[STUDY MATERIAL]:
::::::::::

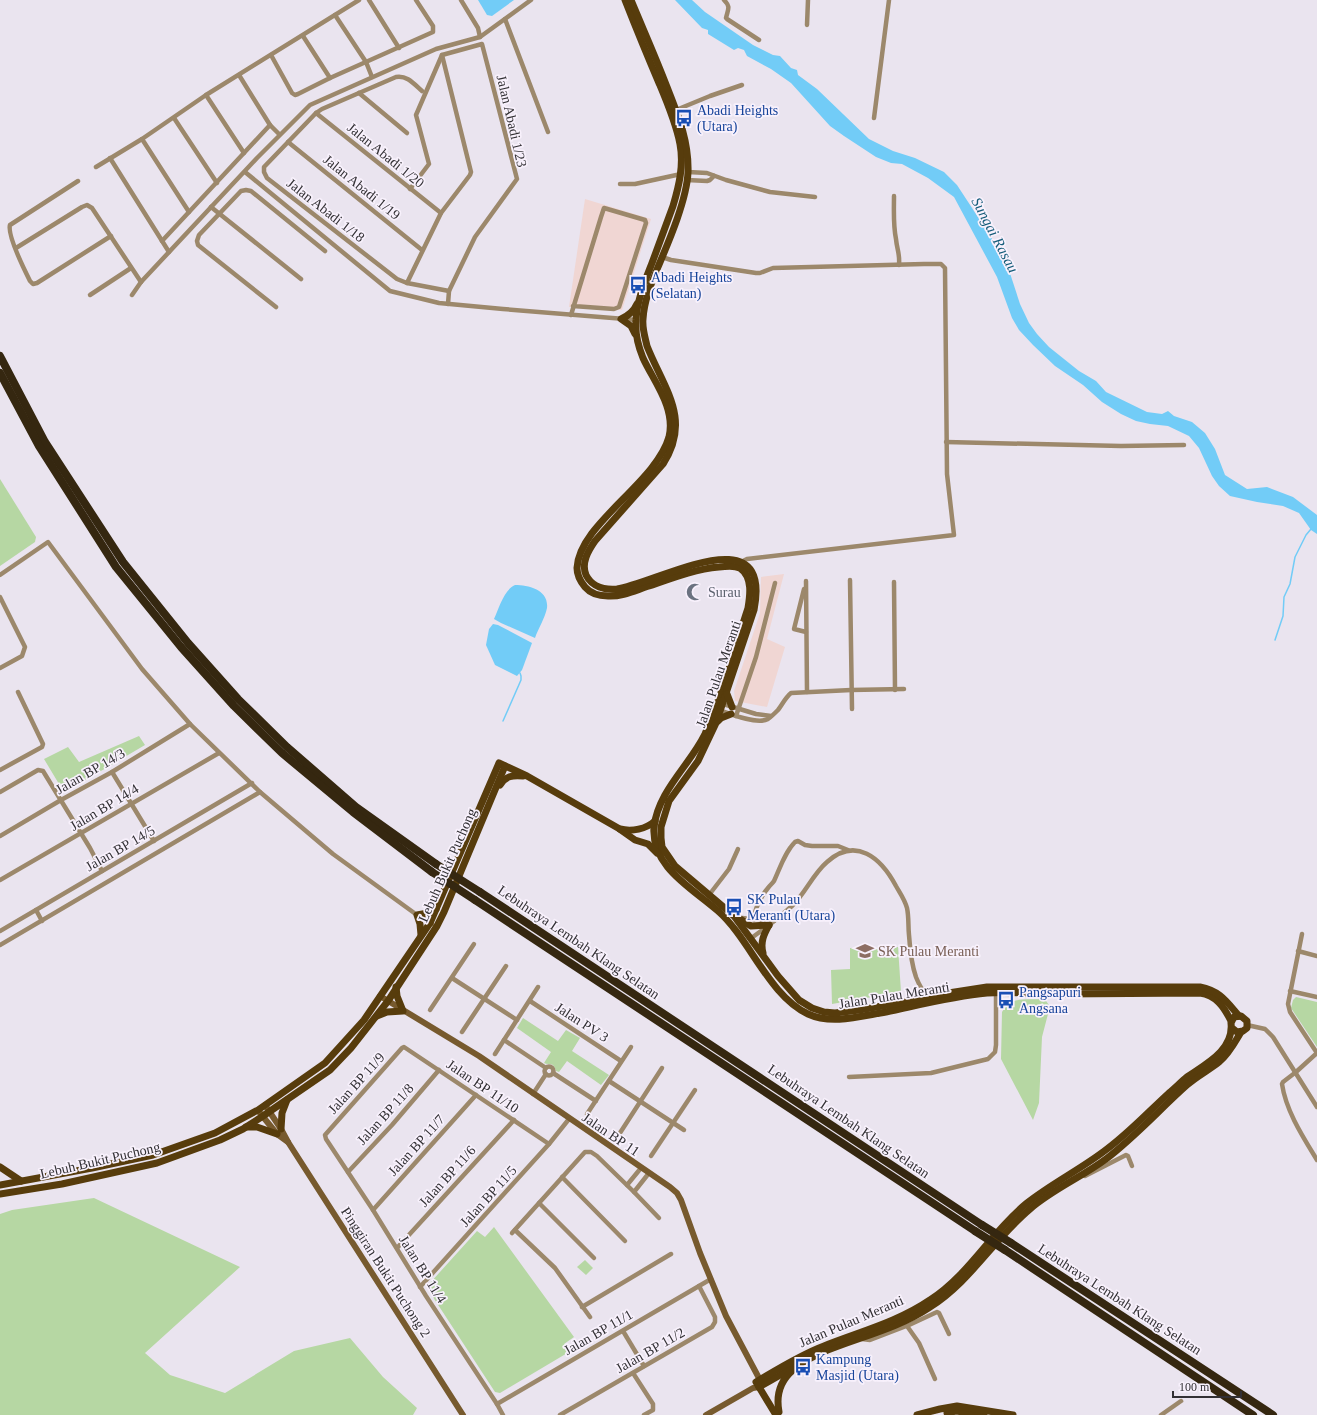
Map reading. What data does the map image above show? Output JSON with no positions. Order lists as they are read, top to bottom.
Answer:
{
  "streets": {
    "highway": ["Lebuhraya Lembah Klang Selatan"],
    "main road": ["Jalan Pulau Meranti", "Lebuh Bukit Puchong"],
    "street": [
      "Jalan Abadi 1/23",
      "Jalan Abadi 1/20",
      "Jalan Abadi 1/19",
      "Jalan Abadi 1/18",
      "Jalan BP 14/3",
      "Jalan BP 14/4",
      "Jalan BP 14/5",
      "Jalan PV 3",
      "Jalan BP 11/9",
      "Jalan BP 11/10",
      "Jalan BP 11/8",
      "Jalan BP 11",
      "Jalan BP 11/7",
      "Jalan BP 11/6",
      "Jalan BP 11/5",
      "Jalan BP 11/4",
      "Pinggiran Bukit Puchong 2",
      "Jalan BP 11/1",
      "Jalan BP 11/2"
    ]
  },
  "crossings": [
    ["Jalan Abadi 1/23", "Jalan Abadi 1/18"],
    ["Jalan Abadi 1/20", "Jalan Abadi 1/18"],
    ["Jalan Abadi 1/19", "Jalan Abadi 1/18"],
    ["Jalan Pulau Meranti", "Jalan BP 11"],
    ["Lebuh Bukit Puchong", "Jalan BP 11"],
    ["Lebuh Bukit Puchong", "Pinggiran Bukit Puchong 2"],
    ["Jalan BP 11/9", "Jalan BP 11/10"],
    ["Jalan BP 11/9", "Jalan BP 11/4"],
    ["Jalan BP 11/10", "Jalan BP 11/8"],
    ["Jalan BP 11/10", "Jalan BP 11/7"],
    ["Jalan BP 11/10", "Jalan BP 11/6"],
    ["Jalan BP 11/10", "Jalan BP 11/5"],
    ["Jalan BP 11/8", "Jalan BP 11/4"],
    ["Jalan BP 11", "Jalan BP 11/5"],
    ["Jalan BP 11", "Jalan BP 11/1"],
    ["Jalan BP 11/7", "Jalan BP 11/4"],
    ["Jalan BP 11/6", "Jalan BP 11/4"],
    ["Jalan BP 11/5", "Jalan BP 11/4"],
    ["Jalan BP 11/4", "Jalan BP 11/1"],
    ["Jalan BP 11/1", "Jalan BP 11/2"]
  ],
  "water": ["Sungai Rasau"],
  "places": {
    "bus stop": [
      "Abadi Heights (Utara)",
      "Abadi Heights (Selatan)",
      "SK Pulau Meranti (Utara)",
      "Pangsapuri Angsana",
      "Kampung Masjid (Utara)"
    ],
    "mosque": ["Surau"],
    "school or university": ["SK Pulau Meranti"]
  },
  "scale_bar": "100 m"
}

::::::::::

[PROBLEM]: Please reprint the whole listing exactly and omit its pictures.

[WORKED SOLUTION]:
Map reading. What data does the map image above show? Output JSON with no positions. Order lists as they are read, top to bottom.
Answer:
{
  "streets": {
    "highway": ["Lebuhraya Lembah Klang Selatan"],
    "main road": ["Jalan Pulau Meranti", "Lebuh Bukit Puchong"],
    "street": [
      "Jalan Abadi 1/23",
      "Jalan Abadi 1/20",
      "Jalan Abadi 1/19",
      "Jalan Abadi 1/18",
      "Jalan BP 14/3",
      "Jalan BP 14/4",
      "Jalan BP 14/5",
      "Jalan PV 3",
      "Jalan BP 11/9",
      "Jalan BP 11/10",
      "Jalan BP 11/8",
      "Jalan BP 11",
      "Jalan BP 11/7",
      "Jalan BP 11/6",
      "Jalan BP 11/5",
      "Jalan BP 11/4",
      "Pinggiran Bukit Puchong 2",
      "Jalan BP 11/1",
      "Jalan BP 11/2"
    ]
  },
  "crossings": [
    ["Jalan Abadi 1/23", "Jalan Abadi 1/18"],
    ["Jalan Abadi 1/20", "Jalan Abadi 1/18"],
    ["Jalan Abadi 1/19", "Jalan Abadi 1/18"],
    ["Jalan Pulau Meranti", "Jalan BP 11"],
    ["Lebuh Bukit Puchong", "Jalan BP 11"],
    ["Lebuh Bukit Puchong", "Pinggiran Bukit Puchong 2"],
    ["Jalan BP 11/9", "Jalan BP 11/10"],
    ["Jalan BP 11/9", "Jalan BP 11/4"],
    ["Jalan BP 11/10", "Jalan BP 11/8"],
    ["Jalan BP 11/10", "Jalan BP 11/7"],
    ["Jalan BP 11/10", "Jalan BP 11/6"],
    ["Jalan BP 11/10", "Jalan BP 11/5"],
    ["Jalan BP 11/8", "Jalan BP 11/4"],
    ["Jalan BP 11", "Jalan BP 11/5"],
    ["Jalan BP 11", "Jalan BP 11/1"],
    ["Jalan BP 11/7", "Jalan BP 11/4"],
    ["Jalan BP 11/6", "Jalan BP 11/4"],
    ["Jalan BP 11/5", "Jalan BP 11/4"],
    ["Jalan BP 11/4", "Jalan BP 11/1"],
    ["Jalan BP 11/1", "Jalan BP 11/2"]
  ],
  "water": ["Sungai Rasau"],
  "places": {
    "bus stop": [
      "Abadi Heights (Utara)",
      "Abadi Heights (Selatan)",
      "SK Pulau Meranti (Utara)",
      "Pangsapuri Angsana",
      "Kampung Masjid (Utara)"
    ],
    "mosque": ["Surau"],
    "school or university": ["SK Pulau Meranti"]
  },
  "scale_bar": "100 m"
}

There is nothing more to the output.